The long-term care insurance system resembles a shoddily-built house, perilously balanced, on a cliff.
The idea for this system was conceived at a time when the ruling political parties and mass media were dominated by the common belief that spending money on welfare would "crush Japan's economy" and "destroy Japan's beautiful scenery.
The starting point was the cry and desire to do something about the "bedridden elderly" and "nursing care hell," which is not seen in any other developed country except Japan. This, combined with the various agendas of the industrial, medical, and political worlds, led to the formation of a system that, while not ideal, would serve as the foundation for the socialization of nursing care."

Long-term care insurance, which is now taken for granted, was the result of indescribable hardship at the time of its establishment. As the Chinese saying goes, "When drinking water, one should never forget those who dug the well.” Those who manage the building of "laws" and "systems" today have an obligation to know who built them and how they were built.

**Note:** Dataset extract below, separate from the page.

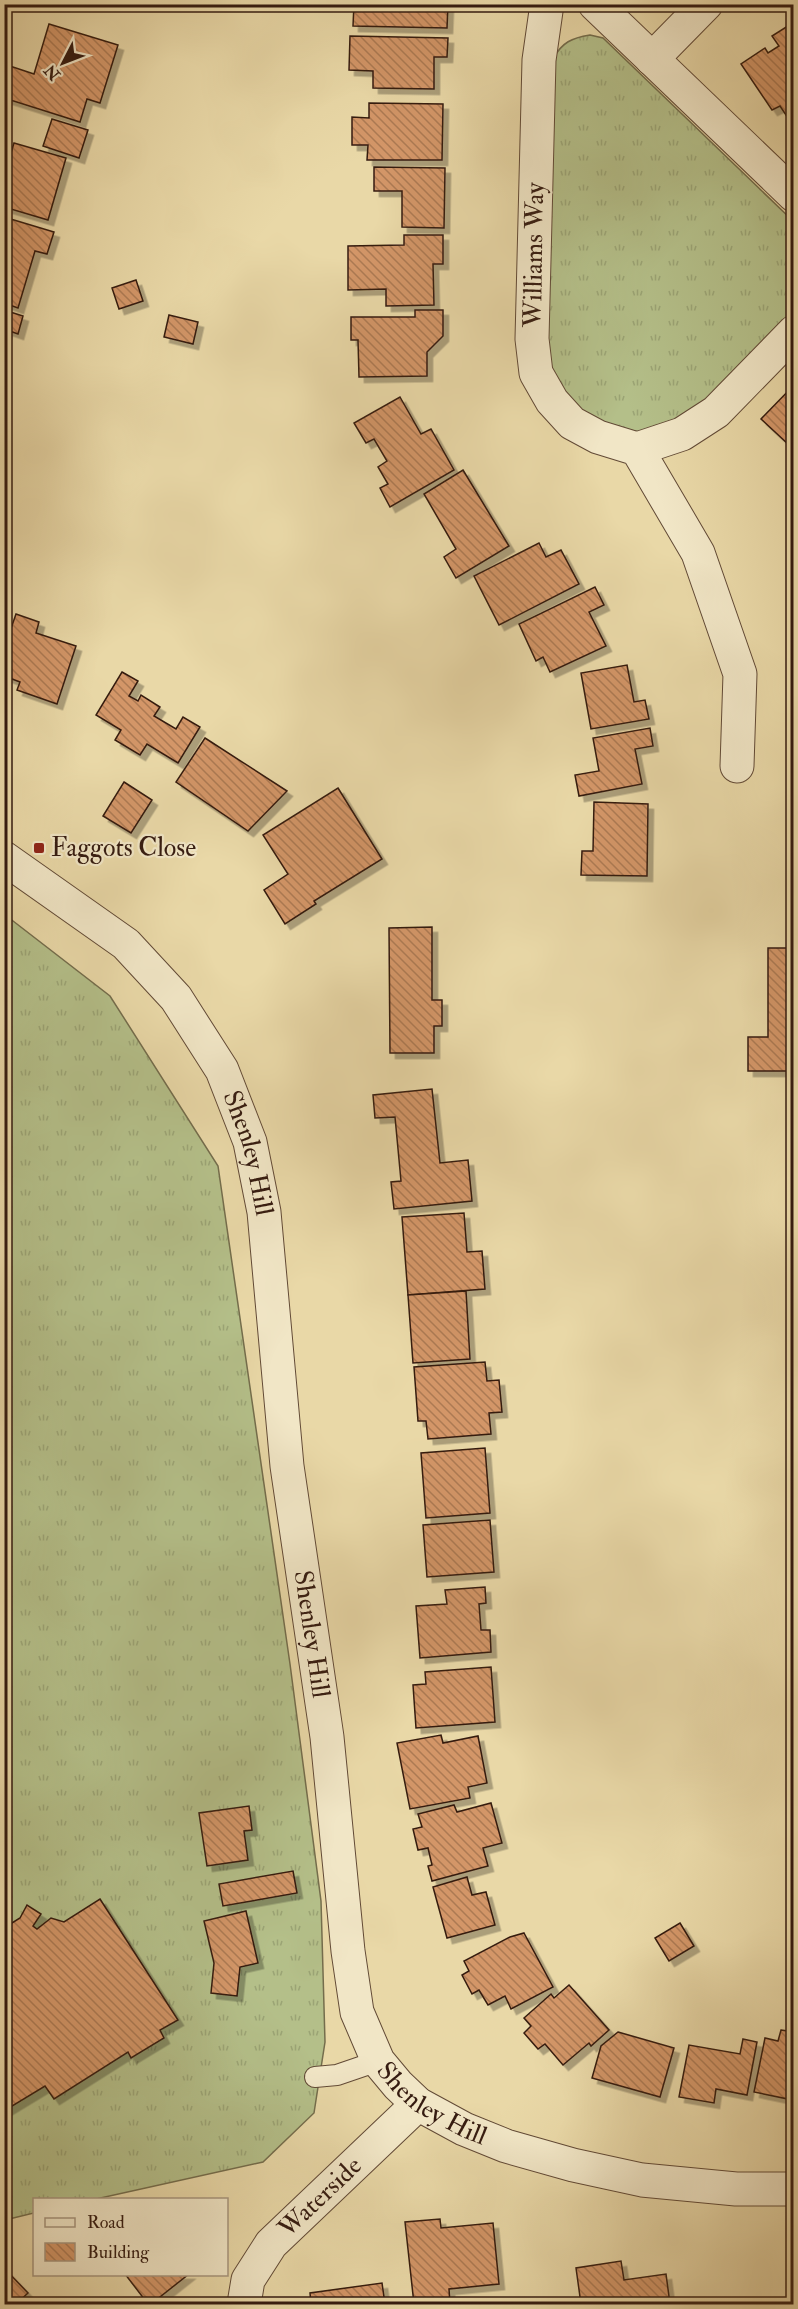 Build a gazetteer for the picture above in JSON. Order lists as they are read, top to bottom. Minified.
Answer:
{"streets":{"street":["Williams Way","Shenley Hill","Waterside"]},"crossings":[["Shenley Hill","Waterside"]],"places":{"transit":["Faggots Close"]},"legend":["Road","Building"],"north":"bottom left"}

Utilizing the wisdom of history in discussing New Direction of Economic and Industrial Policies

While the collection of data commends METI's policies as having "played an important role in wiping out the negative legacy of the post-bubble period," it also points out that "the promotion of measures to raise the potential growth rate to put the Japanese economy on a growth trajectory did not easily gain traction. In order to get Japan out of the lost three decades and to put the economy back on a growth track, “New Direction Economic and Industrial Policies” are currently being discussed, and we hope that this collection of data will be useful in related discussions.

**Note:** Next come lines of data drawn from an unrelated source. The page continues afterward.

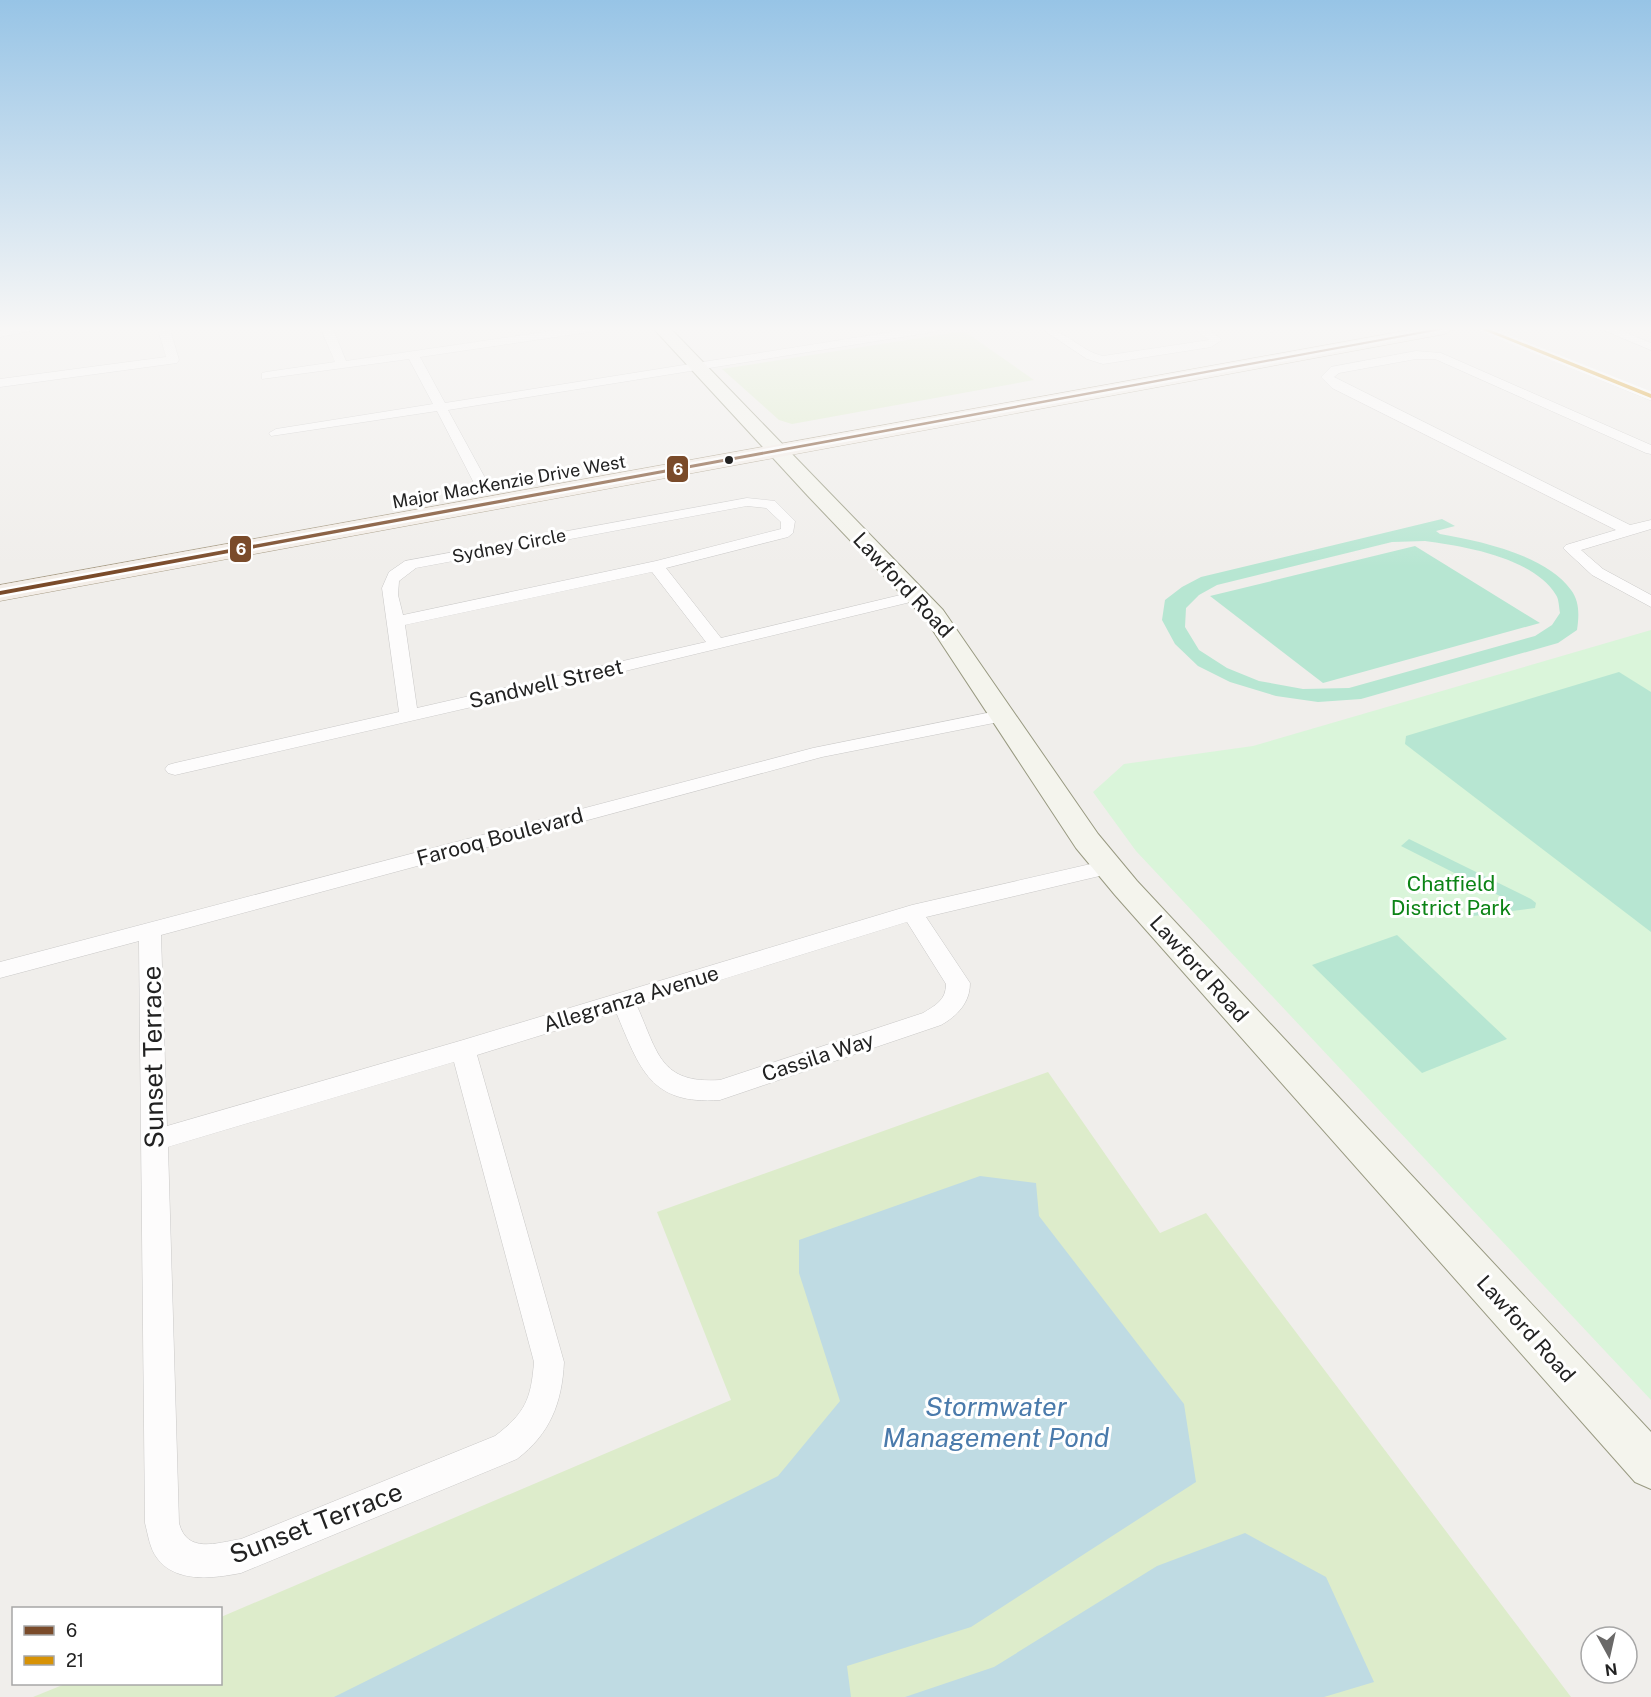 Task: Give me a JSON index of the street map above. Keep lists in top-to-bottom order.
{
  "streets": {
    "main road": ["Major MacKenzie Drive West"],
    "street": [
      "Sydney Circle",
      "Lawford Road",
      "Sandwell Street",
      "Farooq Boulevard",
      "Allegranza Avenue",
      "Sunset Terrace",
      "Cassila Way"
    ]
  },
  "crossings": [
    ["Major MacKenzie Drive West", "Lawford Road"],
    ["Lawford Road", "Sandwell Street"],
    ["Lawford Road", "Farooq Boulevard"],
    ["Lawford Road", "Allegranza Avenue"],
    ["Farooq Boulevard", "Sunset Terrace"],
    ["Allegranza Avenue", "Sunset Terrace"],
    ["Allegranza Avenue", "Cassila Way"]
  ],
  "water": ["Stormwater Management Pond"],
  "parks": ["Chatfield District Park"],
  "lines": ["transit line 6"],
  "legend": ["6", "21"],
  "north": "bottom"
}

As the American philosopher George Santayana said, "Those who cannot remember the past are condemned to repeat it."

June 2, 2022
Reference(s)
  • Shuhei Inokai (ed.) (2019), Rashinban toshiteno seisakushi rekishi kenkyu kara healthcare: fukushi seisaku notenbo wo hiraku (Policy History as a Compass: Opening up Perspectives on Health Care and Welfare Policy from Historical Research), (in Japanese) Keiso Shobo
  • Okuma, Yukiko (2010), Monogatari: Kaigo Hoken: Inochino Dignity no Yosei o Mita 70 no Drama (1), (2) (Stories: Long-term care insurance —70 dramas related to dignity of life), (in Japanese) Iwanami Shoten.
  • Odaka, Kounosuke (2013), History of Japan's Trade and Industry Policy (Phase I,1945-1979), Economic and Industrial Research Institute, Japan. Haruhito Takeda (ed.) (2022), "Economic and Industrial Policy Document Collection 2001-2020 – Two Decades of Economic and Industrial Policy," Research Institute of Economy, Trade and Industry (RIETI), (in Japanese) Japan.
  • Watanabe, Junko and Haruto Takeda (2021), “The Industrial Revitalization Policy in the 2000s," RIETI Discussion Paper Series 21-J-030.